Now Rhiannon has completed the piece and it is to have its premiere at St. Michael Cornhill on Monday 17th February in an evensong service at 6pm. I am very much looking forward to hearing this piece – Rhiannon is a brilliant young composer. Do come and join us there if you can.
Here, meanwhile, are the words for ‘Our Burning World’, and below them the two readings which will accompany the anthem when it is sung.I hope that in a later post I can share a recording of Monday’s premiere:
Our Burning World
Our burning world is turning in despair,
I hear her seething, sighing through the air:
‘Oh rouse yourself, this is your wake up call
For your pollution forms my funeral pall
My last ice lapses, slips into the sea,
Will you unfreeze your tears and weep from me?
Or are you sleeping still, taking your rest?
The hour has come, that puts you to the test,
Wake up to change at last, and change for good,
Repent, return, re-plant the sacred wood.
You are my children, I too am God’s child,
And we have both together been defiled,
But God hangs with us, on the hallowed tree
That we might both be rescued, both be free.’
Rouse yourself, rouse yourself!
Stand up, O Jerusalem,
you who have drunk at the hand of the Lord
the cup of his wrath,
who have drunk to the dregs
the bowl of staggering.
There is no one to guide her
among all the children she has borne;
there is no one to take her by the hand
among all the children she has brought up.

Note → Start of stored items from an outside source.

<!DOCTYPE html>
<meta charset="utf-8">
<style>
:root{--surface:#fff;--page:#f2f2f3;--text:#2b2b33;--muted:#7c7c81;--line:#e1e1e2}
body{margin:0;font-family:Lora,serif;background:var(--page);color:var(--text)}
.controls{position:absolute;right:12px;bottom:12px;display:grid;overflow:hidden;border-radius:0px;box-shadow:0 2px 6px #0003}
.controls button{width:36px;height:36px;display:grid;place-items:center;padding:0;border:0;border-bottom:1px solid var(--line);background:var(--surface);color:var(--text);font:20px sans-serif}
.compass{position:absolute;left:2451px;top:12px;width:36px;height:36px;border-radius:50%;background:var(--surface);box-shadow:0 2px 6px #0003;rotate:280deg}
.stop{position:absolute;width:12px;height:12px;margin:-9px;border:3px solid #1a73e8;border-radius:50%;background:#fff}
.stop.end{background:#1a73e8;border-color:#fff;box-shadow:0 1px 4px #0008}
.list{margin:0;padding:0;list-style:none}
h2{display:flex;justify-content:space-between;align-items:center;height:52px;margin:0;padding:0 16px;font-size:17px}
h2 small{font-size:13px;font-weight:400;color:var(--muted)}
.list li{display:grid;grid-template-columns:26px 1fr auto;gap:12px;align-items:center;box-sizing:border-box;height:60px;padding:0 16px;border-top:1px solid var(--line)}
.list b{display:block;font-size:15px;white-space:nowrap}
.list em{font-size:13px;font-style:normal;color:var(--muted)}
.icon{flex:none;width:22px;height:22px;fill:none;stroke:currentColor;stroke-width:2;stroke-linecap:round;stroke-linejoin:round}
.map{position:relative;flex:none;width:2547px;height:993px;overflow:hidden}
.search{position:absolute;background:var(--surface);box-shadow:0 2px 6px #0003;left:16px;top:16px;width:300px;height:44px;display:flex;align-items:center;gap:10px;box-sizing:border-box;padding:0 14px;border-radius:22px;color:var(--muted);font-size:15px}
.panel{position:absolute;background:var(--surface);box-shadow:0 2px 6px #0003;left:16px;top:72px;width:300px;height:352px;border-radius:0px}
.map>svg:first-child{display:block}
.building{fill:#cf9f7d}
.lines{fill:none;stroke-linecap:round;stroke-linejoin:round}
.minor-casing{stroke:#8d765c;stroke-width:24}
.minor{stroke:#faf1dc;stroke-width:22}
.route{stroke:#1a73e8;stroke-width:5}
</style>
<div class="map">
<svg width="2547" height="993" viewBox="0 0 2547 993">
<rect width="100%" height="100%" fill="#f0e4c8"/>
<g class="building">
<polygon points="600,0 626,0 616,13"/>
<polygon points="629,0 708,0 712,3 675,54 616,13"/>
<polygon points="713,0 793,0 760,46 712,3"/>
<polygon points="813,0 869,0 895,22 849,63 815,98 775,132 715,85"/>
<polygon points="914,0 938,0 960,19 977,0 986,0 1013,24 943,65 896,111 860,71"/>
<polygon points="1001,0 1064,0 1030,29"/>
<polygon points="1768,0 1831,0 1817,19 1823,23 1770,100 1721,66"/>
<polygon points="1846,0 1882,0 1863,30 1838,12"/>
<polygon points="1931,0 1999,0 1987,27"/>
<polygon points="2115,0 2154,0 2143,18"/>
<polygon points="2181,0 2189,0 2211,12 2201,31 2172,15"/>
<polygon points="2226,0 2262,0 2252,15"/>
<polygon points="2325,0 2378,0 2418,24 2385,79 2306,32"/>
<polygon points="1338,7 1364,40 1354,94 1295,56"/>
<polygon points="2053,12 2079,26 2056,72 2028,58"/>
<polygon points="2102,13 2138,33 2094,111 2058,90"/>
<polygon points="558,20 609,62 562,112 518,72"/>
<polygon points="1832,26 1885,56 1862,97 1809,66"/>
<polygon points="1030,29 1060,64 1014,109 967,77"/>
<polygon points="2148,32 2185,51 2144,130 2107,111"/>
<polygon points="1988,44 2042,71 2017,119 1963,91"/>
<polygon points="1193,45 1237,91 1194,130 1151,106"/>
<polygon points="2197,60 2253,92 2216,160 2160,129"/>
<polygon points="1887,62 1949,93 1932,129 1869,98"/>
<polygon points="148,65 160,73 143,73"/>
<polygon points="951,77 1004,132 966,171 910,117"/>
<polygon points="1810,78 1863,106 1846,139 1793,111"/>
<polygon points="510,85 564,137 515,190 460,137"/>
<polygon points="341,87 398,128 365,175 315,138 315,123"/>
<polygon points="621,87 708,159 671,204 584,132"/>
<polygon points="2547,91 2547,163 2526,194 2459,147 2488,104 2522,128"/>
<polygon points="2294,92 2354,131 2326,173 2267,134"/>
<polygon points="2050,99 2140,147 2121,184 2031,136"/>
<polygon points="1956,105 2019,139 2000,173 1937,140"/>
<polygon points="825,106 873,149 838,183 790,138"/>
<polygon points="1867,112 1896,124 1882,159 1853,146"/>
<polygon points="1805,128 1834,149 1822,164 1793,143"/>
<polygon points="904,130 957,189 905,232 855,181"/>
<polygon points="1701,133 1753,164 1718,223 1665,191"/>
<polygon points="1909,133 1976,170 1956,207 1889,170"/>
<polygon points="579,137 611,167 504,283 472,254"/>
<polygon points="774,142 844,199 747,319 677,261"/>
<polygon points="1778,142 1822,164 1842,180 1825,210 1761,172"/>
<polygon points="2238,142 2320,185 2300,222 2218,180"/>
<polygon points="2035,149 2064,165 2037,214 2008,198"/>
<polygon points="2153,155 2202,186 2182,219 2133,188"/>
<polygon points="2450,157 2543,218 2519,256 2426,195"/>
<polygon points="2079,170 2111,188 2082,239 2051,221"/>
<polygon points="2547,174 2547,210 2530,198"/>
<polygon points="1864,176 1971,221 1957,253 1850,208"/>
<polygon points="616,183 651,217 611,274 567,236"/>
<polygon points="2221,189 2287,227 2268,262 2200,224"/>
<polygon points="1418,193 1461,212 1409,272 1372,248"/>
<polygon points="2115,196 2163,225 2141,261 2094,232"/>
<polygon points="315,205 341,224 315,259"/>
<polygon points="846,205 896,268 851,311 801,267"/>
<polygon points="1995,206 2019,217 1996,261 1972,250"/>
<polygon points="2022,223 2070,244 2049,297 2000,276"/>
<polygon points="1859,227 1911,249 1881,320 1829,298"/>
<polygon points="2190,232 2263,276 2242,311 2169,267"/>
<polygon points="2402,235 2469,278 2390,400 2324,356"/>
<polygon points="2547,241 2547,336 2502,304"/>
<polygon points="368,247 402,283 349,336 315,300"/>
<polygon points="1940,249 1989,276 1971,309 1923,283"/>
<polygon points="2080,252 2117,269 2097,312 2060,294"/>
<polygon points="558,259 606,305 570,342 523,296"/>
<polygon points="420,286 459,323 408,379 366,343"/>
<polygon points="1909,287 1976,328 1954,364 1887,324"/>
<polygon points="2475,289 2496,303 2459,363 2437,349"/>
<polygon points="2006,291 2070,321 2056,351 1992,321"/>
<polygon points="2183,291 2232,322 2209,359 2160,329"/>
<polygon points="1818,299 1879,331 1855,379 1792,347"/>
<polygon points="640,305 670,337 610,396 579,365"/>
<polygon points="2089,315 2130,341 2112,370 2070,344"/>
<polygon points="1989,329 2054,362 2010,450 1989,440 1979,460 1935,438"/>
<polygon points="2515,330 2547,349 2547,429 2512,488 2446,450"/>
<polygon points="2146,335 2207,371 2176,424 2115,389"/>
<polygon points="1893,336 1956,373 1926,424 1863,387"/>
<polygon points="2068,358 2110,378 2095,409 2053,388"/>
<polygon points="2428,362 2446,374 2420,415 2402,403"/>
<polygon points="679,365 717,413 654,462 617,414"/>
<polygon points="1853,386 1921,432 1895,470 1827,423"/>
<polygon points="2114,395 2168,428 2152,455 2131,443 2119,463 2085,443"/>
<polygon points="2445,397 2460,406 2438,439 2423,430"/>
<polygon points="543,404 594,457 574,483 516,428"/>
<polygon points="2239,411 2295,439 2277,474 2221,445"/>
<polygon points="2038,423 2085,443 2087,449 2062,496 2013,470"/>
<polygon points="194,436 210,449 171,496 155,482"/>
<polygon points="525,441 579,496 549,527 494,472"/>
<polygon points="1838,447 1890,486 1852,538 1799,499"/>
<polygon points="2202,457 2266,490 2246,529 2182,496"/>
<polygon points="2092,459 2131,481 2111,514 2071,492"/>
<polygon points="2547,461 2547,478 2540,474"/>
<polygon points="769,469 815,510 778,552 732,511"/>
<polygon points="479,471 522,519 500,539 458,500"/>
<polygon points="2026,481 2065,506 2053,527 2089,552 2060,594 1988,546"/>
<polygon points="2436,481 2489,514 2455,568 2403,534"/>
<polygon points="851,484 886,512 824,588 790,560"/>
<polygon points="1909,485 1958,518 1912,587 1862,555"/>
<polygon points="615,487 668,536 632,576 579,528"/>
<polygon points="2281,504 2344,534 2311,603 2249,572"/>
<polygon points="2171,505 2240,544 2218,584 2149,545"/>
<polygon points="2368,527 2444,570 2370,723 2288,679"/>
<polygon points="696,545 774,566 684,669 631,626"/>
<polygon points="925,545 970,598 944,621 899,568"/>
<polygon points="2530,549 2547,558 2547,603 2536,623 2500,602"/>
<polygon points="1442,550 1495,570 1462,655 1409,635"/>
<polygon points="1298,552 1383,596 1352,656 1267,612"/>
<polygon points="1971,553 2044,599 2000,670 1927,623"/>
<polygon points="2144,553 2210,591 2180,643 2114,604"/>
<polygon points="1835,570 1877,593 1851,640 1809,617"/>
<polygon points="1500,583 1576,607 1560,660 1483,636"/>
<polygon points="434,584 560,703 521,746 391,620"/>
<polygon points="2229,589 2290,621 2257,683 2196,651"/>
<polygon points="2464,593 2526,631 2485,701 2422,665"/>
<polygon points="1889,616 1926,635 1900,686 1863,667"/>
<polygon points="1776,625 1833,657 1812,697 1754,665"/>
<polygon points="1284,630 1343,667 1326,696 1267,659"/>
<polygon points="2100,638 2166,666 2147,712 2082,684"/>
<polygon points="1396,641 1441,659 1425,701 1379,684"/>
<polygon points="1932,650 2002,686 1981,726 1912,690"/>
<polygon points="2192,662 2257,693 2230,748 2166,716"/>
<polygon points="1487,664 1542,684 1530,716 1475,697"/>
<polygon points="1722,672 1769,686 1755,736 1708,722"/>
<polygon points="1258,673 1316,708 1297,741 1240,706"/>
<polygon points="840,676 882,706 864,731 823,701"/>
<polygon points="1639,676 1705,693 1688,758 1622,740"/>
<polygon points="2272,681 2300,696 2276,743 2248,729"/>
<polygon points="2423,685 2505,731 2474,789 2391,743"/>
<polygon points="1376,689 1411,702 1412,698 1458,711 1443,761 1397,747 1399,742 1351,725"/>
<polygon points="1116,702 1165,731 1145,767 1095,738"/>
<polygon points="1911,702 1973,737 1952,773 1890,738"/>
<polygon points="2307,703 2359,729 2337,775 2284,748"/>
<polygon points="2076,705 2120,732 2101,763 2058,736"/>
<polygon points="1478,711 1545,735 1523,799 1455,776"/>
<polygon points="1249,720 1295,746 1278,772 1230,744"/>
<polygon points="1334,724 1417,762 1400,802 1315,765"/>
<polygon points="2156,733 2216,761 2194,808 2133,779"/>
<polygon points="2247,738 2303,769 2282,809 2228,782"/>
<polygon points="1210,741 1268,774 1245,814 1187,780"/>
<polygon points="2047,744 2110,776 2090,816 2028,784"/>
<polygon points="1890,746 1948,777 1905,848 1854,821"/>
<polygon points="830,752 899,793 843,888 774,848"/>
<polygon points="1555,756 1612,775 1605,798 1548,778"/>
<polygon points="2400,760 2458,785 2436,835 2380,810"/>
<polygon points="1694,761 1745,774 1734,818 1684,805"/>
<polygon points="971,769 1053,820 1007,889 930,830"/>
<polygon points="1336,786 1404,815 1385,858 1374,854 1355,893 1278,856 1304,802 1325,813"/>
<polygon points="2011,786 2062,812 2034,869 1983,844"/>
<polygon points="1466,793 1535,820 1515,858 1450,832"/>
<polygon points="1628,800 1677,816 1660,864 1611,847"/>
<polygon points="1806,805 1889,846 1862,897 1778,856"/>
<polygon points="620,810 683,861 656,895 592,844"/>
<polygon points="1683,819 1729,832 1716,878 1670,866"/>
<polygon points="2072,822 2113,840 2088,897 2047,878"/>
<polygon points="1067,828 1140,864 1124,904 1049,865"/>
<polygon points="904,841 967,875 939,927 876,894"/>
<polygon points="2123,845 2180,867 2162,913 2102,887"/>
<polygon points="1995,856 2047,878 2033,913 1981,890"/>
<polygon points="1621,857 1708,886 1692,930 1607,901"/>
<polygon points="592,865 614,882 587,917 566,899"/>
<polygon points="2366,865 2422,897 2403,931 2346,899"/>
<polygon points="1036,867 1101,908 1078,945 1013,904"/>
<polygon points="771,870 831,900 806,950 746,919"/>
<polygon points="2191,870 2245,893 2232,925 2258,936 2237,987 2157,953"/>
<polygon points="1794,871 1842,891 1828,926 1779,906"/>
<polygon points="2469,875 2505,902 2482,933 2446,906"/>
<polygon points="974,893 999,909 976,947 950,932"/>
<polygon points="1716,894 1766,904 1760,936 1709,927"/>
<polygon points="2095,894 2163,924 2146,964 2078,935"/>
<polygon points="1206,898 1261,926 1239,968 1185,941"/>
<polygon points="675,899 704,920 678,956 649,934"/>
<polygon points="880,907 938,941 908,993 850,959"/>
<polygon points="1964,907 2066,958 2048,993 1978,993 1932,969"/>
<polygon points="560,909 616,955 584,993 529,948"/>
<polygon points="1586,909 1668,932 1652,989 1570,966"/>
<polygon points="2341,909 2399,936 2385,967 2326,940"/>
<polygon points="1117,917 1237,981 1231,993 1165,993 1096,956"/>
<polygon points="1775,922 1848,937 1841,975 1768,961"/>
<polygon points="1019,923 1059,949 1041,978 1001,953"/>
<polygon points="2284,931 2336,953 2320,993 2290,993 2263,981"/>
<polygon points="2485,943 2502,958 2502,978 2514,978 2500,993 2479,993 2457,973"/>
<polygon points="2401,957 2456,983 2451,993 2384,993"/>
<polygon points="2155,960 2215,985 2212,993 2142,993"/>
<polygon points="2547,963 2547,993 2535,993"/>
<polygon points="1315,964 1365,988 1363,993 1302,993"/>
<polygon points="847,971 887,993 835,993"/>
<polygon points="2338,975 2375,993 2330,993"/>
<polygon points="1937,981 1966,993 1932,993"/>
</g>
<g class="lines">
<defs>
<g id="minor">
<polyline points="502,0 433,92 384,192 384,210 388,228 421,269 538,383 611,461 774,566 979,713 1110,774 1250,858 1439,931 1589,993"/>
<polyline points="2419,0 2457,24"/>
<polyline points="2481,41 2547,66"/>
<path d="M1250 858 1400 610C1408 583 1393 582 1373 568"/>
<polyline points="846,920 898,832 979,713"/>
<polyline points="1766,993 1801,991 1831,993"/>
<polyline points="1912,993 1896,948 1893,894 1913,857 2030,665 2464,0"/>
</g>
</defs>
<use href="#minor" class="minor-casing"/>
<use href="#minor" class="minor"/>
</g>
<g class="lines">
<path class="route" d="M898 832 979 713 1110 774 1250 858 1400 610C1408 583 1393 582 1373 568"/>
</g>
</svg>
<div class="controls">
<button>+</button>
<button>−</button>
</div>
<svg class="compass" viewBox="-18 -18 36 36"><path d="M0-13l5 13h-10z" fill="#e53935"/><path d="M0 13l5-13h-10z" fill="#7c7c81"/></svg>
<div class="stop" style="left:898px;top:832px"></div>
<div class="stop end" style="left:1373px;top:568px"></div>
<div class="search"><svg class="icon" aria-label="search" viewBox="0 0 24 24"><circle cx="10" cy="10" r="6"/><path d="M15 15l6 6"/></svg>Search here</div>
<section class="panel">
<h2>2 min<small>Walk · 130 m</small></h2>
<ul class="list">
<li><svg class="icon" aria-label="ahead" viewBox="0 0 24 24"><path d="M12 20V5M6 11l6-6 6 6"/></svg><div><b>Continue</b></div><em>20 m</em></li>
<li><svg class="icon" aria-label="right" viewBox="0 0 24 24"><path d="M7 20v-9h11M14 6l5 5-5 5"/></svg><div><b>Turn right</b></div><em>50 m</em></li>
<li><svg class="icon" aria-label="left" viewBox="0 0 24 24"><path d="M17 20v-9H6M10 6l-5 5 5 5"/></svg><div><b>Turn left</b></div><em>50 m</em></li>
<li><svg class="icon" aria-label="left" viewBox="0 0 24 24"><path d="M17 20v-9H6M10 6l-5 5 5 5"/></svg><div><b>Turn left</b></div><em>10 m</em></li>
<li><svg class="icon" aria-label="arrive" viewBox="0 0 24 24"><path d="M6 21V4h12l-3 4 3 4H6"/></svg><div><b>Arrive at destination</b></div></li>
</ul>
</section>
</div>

These two things have befallen you
—who will grieve with you?—
devastation and destruction, famine and sword—
who will comfort you?[c]
Your children have fainted,
they lie at the head of every street
like an antelope in a net;
they are full of the wrath of the Lord,
the rebuke of your God.
They went to a place called Gethsemane; and he said to his disciples, “Sit here while I pray.” 33 He took with him Peter and James and John, and began to be distressed and agitated. 34 And he said to them, “I am deeply grieved, even to death; remain here, and keep awake.” 35 And going a little farther, he threw himself on the ground and prayed that, if it were possible, the hour might pass from him. 36 He said, “Abba,[h] Father, for you all things are possible; remove this cup from me; yet, not what I want, but what you want.” 37 He came and found them sleeping; and he said to Peter, “Simon, are you asleep? Could you not keep awake one hour? 38 Keep awake and pray that you may not come into the time of trial;[i] the spirit indeed is willing, but the flesh is weak.” 39 And again he went away and prayed, saying the same words. 40 And once more he came and found them sleeping, for their eyes were very heavy; and they did not know what to say to him. 41 He came a third time and said to them, “Are you still sleeping and taking your rest? Enough! The hour has come; the Son of Man is betrayed into the hands of sinners. 42 Get up, let us be going. See, my betrayer is at hand.”